[Recorded data]

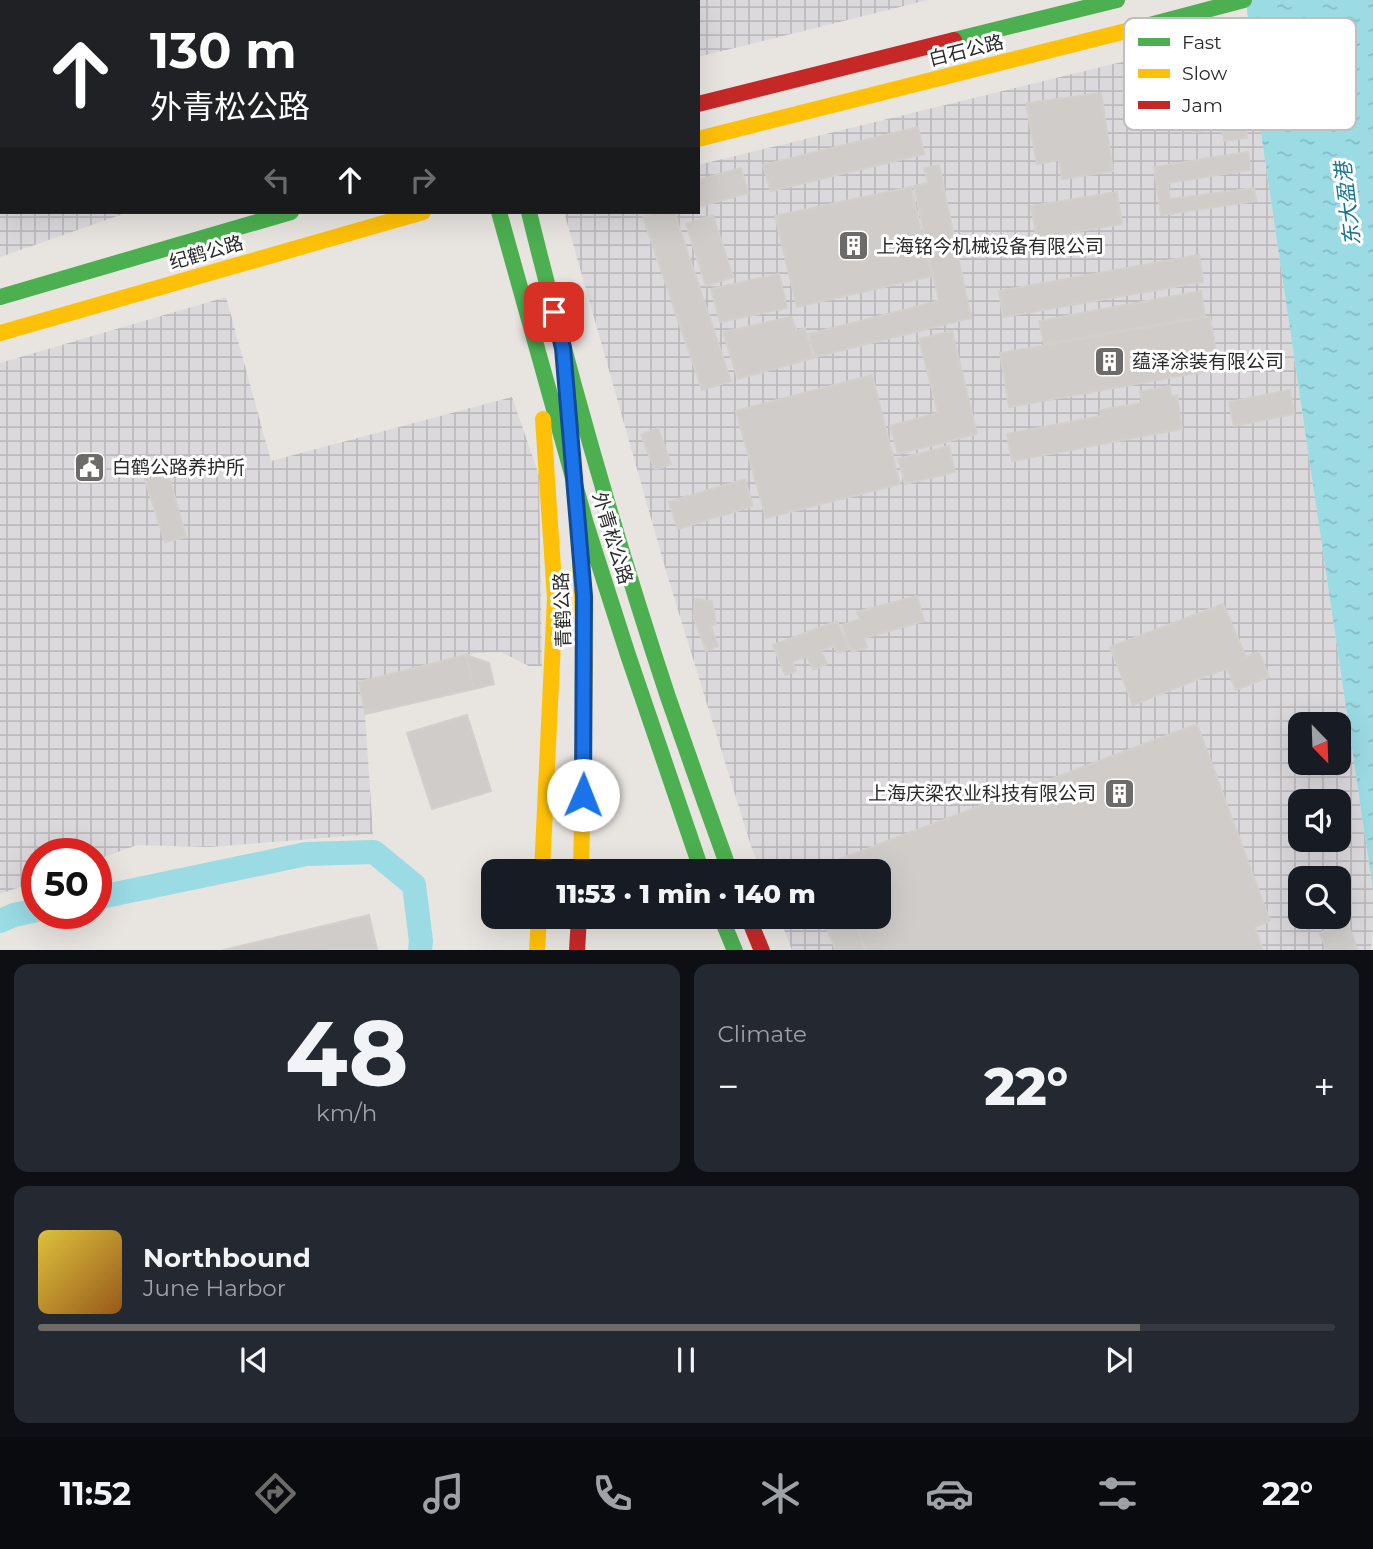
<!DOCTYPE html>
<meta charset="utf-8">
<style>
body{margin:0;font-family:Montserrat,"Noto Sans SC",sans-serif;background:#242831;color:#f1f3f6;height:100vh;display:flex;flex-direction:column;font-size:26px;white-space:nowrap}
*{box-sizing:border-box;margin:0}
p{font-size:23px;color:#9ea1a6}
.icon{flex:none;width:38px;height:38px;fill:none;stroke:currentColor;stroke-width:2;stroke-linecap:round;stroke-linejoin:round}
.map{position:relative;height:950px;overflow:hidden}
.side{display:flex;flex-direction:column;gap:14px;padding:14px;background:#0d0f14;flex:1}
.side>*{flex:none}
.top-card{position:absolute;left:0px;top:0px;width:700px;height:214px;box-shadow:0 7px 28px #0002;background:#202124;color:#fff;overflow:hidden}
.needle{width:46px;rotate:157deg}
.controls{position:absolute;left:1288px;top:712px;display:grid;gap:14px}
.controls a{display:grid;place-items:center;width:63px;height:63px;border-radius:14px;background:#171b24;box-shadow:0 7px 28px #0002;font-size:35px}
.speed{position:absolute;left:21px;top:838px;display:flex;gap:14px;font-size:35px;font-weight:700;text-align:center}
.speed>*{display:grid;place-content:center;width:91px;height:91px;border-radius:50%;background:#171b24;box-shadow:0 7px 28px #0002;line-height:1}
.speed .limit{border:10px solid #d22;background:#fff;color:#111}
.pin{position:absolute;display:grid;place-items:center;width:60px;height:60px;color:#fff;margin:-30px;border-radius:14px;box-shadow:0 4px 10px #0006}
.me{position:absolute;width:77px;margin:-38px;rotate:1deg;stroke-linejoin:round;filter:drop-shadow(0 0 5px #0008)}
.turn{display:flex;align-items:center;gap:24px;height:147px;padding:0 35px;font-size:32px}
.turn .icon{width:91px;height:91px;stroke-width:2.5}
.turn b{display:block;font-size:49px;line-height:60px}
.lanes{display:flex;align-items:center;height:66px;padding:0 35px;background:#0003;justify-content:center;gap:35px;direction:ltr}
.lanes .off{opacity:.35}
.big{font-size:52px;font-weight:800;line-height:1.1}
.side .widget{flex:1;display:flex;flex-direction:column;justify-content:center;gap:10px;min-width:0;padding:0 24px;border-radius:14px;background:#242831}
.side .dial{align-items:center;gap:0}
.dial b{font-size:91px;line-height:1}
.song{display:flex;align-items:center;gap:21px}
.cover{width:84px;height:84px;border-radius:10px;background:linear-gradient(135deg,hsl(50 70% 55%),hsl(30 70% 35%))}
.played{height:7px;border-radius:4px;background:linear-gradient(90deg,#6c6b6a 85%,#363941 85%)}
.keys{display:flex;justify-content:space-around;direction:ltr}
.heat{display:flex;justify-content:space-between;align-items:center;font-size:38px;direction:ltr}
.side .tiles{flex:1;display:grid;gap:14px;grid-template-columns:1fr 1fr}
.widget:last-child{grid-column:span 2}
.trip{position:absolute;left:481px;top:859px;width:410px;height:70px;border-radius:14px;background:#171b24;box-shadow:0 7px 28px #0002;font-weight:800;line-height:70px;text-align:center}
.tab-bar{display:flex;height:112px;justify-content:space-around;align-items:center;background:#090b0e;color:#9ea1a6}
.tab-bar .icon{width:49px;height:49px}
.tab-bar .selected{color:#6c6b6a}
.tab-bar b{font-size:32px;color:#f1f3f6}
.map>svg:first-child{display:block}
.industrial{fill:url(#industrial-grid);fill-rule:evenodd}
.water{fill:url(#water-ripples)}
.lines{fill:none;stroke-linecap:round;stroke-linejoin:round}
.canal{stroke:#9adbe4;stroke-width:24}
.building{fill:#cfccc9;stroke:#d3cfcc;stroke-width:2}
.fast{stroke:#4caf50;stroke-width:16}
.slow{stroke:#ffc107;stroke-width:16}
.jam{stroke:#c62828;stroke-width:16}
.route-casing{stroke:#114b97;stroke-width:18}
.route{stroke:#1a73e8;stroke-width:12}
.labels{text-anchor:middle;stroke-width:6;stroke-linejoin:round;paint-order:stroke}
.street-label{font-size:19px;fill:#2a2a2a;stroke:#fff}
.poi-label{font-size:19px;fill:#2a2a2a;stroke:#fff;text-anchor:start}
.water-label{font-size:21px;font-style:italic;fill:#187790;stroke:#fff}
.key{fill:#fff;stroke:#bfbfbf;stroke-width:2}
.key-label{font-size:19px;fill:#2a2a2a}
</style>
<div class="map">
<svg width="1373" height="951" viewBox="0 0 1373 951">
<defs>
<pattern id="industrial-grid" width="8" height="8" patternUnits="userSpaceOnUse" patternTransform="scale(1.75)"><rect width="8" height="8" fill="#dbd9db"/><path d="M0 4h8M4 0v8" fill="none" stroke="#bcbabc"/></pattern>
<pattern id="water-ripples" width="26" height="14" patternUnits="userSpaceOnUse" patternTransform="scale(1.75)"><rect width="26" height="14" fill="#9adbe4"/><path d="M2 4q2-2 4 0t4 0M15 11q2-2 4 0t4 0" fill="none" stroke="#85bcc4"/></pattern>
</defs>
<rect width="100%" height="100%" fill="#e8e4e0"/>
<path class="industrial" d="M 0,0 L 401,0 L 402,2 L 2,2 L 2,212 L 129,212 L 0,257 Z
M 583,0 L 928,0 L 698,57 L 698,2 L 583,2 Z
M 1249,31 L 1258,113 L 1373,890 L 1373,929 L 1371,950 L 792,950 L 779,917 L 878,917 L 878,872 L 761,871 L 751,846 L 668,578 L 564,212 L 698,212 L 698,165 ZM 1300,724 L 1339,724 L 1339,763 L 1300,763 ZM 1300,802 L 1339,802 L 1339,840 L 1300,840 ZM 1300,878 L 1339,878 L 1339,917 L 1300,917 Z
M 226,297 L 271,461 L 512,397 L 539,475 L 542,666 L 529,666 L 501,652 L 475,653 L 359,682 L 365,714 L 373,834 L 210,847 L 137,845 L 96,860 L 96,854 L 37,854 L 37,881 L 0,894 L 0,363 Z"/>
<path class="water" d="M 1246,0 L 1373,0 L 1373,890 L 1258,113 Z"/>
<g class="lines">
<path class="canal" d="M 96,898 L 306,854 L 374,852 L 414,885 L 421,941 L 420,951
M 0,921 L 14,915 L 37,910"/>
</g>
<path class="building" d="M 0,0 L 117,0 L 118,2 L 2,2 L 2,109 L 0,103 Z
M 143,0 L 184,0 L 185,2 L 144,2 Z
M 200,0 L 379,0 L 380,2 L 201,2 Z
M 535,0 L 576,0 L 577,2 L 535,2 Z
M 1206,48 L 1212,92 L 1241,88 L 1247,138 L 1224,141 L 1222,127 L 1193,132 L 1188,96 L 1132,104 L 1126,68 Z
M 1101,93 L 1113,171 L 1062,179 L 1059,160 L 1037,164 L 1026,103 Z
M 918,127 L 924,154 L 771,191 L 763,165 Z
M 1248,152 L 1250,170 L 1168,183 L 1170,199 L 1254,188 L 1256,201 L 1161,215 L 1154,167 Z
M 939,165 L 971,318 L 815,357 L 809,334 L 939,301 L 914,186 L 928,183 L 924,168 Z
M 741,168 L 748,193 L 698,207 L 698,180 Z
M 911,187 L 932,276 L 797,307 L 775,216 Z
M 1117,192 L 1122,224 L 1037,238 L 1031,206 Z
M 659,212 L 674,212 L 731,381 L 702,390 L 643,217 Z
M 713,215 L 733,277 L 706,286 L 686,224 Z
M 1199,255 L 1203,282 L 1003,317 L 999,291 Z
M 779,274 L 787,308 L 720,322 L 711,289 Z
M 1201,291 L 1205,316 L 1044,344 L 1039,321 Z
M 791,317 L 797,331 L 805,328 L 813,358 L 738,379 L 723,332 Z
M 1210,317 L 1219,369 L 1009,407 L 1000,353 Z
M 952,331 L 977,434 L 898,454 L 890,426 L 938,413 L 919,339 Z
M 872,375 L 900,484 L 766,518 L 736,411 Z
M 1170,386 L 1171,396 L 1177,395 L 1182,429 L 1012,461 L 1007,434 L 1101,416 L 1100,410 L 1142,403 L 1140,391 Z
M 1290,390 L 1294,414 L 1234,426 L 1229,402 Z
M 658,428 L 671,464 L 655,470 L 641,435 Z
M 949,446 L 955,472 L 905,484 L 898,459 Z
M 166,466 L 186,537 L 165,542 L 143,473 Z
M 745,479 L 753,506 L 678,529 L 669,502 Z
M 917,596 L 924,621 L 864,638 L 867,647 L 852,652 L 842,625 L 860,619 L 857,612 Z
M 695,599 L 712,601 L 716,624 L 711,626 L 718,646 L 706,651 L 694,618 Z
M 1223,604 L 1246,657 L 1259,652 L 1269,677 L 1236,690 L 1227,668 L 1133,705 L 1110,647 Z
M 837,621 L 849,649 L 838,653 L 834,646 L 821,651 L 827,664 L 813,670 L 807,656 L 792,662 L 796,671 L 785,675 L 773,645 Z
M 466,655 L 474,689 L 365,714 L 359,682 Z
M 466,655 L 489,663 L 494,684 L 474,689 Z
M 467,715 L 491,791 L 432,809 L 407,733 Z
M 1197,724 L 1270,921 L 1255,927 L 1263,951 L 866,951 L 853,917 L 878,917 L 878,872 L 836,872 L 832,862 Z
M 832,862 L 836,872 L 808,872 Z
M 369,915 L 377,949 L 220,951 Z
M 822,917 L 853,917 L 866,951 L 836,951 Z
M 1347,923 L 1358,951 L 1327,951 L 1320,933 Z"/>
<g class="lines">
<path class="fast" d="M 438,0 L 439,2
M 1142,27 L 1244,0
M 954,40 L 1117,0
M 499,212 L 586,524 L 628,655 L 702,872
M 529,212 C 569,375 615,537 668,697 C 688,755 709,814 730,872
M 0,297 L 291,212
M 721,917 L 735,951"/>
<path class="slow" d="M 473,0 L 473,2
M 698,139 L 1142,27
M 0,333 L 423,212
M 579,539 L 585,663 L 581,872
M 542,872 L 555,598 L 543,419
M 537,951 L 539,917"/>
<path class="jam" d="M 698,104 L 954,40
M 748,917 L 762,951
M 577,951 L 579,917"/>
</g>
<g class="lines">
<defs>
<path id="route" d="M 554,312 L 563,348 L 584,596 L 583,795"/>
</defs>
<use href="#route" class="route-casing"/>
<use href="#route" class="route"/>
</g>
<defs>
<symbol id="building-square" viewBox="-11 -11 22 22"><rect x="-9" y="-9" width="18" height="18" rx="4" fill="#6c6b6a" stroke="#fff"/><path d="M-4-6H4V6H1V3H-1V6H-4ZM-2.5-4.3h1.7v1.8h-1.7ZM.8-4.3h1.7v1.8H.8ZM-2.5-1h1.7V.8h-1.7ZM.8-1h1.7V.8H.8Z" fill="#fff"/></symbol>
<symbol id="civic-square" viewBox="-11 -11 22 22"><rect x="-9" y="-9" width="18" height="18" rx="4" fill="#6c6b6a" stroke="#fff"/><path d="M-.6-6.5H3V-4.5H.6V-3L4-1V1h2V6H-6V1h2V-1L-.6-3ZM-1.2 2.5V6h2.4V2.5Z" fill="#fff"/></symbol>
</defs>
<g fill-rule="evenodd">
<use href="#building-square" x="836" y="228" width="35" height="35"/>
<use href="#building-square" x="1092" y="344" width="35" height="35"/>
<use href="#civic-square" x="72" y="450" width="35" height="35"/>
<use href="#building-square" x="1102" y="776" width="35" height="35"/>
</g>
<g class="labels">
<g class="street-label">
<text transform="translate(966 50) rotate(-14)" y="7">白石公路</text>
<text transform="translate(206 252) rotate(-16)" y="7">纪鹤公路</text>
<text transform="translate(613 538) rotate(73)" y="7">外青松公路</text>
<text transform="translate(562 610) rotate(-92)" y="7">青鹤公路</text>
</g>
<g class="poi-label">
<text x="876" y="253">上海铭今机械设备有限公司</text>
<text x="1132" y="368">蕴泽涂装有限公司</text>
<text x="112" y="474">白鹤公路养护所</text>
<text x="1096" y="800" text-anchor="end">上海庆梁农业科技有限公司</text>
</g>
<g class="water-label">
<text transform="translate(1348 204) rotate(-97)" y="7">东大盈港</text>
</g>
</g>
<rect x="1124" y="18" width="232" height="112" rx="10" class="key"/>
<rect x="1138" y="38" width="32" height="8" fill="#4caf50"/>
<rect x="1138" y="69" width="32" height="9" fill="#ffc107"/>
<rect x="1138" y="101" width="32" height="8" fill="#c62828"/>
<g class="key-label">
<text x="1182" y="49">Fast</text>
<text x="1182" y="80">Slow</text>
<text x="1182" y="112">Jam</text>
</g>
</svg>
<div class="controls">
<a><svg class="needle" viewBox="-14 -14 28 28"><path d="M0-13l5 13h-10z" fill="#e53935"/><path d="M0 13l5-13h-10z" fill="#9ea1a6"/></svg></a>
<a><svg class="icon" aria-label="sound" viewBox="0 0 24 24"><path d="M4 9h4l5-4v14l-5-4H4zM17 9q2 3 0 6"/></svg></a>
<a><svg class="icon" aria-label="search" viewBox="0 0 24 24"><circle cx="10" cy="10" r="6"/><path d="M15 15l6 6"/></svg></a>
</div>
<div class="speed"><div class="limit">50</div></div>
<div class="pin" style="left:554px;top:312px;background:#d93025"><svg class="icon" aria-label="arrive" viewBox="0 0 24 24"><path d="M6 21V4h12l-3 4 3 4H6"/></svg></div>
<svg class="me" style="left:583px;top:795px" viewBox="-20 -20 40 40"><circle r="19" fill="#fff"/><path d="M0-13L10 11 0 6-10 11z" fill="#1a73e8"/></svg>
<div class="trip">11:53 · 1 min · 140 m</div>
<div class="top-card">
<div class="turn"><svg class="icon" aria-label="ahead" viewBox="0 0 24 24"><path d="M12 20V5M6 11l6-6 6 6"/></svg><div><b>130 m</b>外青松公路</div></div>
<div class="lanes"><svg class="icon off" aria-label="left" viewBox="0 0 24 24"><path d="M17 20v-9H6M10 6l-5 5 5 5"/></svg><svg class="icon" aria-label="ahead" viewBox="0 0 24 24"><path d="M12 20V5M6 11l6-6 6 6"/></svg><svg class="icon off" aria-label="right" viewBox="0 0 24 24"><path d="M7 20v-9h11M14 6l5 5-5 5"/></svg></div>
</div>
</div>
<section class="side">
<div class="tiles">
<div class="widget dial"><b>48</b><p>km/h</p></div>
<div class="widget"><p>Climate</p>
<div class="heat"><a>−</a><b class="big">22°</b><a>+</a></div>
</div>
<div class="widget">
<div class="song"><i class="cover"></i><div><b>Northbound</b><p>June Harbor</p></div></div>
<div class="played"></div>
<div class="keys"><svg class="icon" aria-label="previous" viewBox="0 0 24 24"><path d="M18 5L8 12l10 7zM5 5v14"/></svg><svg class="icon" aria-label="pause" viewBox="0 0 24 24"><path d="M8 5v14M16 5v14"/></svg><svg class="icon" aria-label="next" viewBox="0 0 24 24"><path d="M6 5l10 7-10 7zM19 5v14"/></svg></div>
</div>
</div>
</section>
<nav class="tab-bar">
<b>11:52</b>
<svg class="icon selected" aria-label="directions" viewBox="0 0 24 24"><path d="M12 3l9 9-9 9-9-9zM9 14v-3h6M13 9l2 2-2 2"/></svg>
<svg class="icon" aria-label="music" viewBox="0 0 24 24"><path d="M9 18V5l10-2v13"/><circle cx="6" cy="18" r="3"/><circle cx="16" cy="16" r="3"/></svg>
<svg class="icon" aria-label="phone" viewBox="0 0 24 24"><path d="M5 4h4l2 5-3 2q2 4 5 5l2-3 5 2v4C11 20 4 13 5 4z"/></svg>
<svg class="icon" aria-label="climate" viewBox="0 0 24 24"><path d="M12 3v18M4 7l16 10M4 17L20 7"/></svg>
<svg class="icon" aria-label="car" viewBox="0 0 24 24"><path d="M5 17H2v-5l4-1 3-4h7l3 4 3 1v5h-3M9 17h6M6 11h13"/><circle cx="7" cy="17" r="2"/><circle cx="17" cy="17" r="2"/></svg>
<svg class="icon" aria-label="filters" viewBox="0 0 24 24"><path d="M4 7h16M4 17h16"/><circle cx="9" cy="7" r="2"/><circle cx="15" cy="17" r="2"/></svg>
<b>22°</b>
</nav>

What you need to do
Scan the records above. Return every line with "cover" in it.

Answer for this exercise
.cover{width:84px;height:84px;border-radius:10px;background:linear-gradient(135deg,hsl(50 70% 55%),hsl(30 70% 35%))}
<div class="song"><i class="cover"></i><div><b>Northbound</b><p>June Harbor</p></div></div>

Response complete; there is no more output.